Vancouver Park Board commissioner Stuart Mackinnon said on Wednesday that the birds became an issue after they moved into Thornton Park during 2013 because their former home became a parking lot.
“The geese used to be behind Pacific Central Station in an area that was unused,” he said. “The station displaced them when they created a parking lot, so they simply flew over the station and came to Thornton Park.”
Normally, geese hanging around a park memorial wouldn’t be an issue, but the unique thing about the Marker of Change memorial is that they’re made of 14 individual stone benches, each with a depression in the middle of the seat that collects water.
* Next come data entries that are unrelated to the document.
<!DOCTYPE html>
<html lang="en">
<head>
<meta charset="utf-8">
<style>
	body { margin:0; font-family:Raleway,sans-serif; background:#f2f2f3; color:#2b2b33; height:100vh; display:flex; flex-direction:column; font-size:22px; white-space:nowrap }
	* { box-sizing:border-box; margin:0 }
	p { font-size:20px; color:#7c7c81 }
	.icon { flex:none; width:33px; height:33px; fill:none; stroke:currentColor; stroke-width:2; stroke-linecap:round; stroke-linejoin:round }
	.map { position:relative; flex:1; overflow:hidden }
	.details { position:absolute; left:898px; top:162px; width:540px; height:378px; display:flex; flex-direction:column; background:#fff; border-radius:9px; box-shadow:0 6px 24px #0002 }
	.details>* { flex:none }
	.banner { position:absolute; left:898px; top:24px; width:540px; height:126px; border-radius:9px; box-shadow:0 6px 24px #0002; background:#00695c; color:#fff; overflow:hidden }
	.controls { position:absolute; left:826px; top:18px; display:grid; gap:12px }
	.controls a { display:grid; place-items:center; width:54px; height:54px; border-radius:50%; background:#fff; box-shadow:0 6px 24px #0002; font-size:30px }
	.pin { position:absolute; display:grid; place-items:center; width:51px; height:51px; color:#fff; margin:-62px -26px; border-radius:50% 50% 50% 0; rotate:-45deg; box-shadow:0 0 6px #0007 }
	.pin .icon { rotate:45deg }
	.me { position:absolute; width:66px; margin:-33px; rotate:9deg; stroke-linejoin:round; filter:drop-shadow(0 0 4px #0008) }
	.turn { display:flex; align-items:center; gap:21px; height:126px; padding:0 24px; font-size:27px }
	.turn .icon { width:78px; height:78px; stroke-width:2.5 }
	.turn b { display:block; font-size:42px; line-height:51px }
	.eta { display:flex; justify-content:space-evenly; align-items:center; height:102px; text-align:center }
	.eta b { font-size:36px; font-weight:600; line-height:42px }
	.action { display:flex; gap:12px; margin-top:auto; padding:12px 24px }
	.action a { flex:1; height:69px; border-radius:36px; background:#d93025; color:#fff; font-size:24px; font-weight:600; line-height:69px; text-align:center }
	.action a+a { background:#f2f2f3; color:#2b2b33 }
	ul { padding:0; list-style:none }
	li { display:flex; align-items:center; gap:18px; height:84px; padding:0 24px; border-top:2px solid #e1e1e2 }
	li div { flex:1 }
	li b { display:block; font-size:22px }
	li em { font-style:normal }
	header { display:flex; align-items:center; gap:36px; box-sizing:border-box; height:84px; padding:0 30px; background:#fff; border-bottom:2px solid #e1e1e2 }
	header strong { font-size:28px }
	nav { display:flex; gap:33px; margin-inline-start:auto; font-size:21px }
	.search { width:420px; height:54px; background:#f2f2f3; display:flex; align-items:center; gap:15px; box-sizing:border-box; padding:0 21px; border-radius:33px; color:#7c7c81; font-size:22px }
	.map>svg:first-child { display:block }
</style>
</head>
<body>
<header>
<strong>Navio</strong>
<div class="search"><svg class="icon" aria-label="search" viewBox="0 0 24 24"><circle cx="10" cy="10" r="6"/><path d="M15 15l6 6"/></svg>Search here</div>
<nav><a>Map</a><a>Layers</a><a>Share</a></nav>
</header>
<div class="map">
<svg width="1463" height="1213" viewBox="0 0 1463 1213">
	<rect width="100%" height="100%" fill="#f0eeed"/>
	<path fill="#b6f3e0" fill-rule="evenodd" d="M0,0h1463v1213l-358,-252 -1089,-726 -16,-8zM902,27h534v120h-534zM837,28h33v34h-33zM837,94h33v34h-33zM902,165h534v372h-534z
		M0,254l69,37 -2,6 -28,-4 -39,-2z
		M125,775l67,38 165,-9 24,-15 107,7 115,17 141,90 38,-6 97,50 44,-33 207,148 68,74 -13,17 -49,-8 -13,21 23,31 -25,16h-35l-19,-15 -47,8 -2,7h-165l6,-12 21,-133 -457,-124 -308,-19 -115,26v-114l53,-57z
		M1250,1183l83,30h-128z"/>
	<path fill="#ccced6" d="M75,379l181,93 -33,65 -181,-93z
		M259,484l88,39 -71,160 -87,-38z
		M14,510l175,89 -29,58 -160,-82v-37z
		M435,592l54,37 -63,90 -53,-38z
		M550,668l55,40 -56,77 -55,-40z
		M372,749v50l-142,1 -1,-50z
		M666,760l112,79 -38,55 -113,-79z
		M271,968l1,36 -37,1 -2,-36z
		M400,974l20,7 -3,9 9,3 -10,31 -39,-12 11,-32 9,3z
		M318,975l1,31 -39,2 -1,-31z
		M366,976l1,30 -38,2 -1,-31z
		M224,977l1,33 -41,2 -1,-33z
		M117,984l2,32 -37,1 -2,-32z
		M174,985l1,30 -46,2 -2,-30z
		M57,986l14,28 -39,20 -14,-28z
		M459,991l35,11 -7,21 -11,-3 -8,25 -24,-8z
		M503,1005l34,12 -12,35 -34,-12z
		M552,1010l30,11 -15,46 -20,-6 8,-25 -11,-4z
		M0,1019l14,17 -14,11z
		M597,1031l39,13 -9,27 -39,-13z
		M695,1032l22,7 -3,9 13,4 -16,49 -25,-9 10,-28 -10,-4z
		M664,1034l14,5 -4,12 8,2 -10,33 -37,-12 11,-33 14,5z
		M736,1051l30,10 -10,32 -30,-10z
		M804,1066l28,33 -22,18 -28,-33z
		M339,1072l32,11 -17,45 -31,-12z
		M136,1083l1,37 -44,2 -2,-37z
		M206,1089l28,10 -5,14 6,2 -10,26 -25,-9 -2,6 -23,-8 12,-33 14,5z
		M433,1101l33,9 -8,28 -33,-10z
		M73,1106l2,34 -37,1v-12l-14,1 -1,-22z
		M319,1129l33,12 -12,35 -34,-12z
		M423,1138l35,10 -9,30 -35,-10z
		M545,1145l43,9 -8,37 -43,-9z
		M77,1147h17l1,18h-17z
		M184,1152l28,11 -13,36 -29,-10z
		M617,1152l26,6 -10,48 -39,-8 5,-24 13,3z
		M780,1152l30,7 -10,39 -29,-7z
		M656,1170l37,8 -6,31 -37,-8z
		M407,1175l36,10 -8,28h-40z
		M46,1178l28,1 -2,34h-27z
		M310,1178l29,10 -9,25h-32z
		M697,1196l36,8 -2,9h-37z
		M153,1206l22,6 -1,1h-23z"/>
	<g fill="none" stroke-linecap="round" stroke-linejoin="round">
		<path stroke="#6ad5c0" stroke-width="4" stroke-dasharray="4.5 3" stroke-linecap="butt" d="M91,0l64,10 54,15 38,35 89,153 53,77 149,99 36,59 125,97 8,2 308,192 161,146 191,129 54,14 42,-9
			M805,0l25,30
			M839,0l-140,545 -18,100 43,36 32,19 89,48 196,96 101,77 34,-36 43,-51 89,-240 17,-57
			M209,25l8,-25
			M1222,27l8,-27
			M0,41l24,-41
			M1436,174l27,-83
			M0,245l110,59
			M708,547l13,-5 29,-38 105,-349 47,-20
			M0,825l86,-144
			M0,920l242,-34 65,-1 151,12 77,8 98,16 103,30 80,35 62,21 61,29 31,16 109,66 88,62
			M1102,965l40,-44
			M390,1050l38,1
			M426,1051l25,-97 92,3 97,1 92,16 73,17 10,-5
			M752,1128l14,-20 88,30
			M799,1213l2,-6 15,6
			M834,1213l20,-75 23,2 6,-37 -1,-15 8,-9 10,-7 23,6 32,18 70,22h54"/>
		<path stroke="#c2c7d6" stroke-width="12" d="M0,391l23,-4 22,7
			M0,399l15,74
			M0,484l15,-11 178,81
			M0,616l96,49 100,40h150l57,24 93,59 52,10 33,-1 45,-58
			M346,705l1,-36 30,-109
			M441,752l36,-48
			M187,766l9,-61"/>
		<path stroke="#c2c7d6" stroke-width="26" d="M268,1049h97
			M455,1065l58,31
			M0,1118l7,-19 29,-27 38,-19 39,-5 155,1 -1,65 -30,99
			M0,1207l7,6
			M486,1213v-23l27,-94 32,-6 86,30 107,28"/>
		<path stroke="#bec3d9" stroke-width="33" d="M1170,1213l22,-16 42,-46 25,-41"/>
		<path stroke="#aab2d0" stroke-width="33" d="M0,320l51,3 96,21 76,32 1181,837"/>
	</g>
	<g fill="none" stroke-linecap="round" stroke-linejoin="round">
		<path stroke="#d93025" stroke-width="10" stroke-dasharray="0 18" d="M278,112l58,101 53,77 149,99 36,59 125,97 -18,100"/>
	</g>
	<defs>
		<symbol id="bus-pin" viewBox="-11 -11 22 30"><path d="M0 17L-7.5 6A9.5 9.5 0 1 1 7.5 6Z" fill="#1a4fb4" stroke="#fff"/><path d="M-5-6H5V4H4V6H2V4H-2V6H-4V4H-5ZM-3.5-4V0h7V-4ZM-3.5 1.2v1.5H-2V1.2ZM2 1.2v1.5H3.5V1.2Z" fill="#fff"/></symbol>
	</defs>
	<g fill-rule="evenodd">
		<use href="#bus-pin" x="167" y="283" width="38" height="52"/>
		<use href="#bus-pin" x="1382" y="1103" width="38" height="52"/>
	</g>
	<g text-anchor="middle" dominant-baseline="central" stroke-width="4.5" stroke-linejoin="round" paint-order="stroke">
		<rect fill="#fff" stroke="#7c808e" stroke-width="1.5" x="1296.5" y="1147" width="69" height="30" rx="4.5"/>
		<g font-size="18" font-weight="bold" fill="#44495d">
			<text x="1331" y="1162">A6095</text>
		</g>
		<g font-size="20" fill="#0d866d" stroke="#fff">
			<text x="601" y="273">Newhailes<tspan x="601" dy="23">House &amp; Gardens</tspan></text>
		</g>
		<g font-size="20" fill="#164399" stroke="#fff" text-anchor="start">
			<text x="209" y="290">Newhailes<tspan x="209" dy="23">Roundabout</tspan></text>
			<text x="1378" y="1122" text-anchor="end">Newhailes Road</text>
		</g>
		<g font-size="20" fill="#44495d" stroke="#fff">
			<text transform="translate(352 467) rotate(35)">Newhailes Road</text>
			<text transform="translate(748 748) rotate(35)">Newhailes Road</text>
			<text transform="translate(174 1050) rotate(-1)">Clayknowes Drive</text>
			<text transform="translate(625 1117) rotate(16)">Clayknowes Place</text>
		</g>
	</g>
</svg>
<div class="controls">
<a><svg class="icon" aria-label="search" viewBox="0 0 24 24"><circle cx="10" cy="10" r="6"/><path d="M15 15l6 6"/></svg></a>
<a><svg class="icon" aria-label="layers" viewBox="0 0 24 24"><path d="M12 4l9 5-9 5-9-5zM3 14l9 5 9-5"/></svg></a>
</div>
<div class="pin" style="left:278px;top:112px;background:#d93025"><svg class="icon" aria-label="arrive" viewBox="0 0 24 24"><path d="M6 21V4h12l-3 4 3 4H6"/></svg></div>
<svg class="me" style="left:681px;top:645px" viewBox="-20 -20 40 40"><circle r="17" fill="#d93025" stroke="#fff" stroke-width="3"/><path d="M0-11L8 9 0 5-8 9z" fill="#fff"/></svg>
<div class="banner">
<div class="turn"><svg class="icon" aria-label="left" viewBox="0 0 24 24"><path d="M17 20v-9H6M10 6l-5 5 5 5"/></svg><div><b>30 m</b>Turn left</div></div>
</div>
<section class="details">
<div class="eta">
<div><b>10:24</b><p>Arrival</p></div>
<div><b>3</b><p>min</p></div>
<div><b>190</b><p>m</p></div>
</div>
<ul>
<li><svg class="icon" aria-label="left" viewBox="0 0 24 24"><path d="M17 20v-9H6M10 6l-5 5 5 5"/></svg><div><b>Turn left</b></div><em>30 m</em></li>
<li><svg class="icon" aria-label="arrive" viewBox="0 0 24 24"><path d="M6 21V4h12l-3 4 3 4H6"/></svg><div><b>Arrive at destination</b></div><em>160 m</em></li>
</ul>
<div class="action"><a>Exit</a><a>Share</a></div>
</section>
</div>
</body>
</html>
Those little pools are known as “pools of tears,” and each bench represents an individual victim in the Montreal massacre. Since there aren’t any other sources of water in the park, those benches became the geese’s watering holes, and are now littered with feathers and feces.
“I was a student in Concordia University in Montreal at the time of the shooting so this is something that’s actually very close to my heart,” Mackinnon said.
Dealing with the issue isn’t as easy as picking the geese up and moving them.
“If we wanted to pick them up and take them someplace else, the movement of wildlife falls under federal jurisdiction and you have to get a permit from the ministry,” he said.
“They won’t issue a permit unless they’ve seen you’ve tried everything in your power to dissuade the geese from being there.”
Mackinnon has submitted a motion with the board for staff to figure out what can be done, since geese are also a problem for other parks in Vancouver.